(THE DATA Opens)

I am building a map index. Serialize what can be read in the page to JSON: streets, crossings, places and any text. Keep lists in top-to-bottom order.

(THE DATA Closes)
(THE DATA Opens)

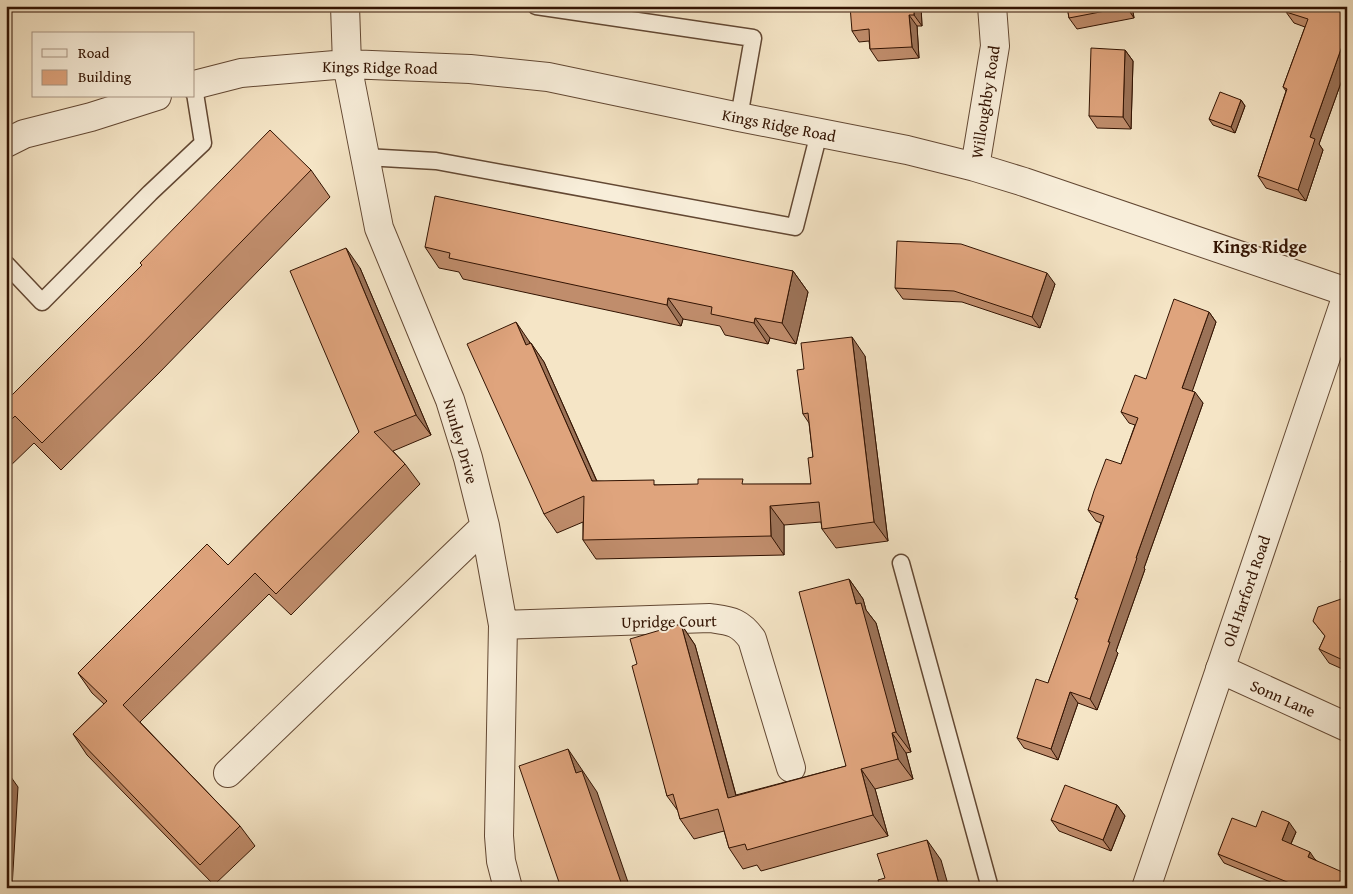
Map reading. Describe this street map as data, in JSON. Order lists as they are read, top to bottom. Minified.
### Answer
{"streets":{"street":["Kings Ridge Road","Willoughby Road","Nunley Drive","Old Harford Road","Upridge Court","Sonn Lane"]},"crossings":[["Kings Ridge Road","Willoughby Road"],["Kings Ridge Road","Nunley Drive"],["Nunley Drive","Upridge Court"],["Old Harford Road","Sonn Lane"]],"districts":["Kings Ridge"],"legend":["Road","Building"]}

(THE DATA Closes)

**WHAT IS BEING ASKED**
What is needed is the number of lines in the data that hold the word "JSON", and nothing more.

**RESPONSE BOX**
2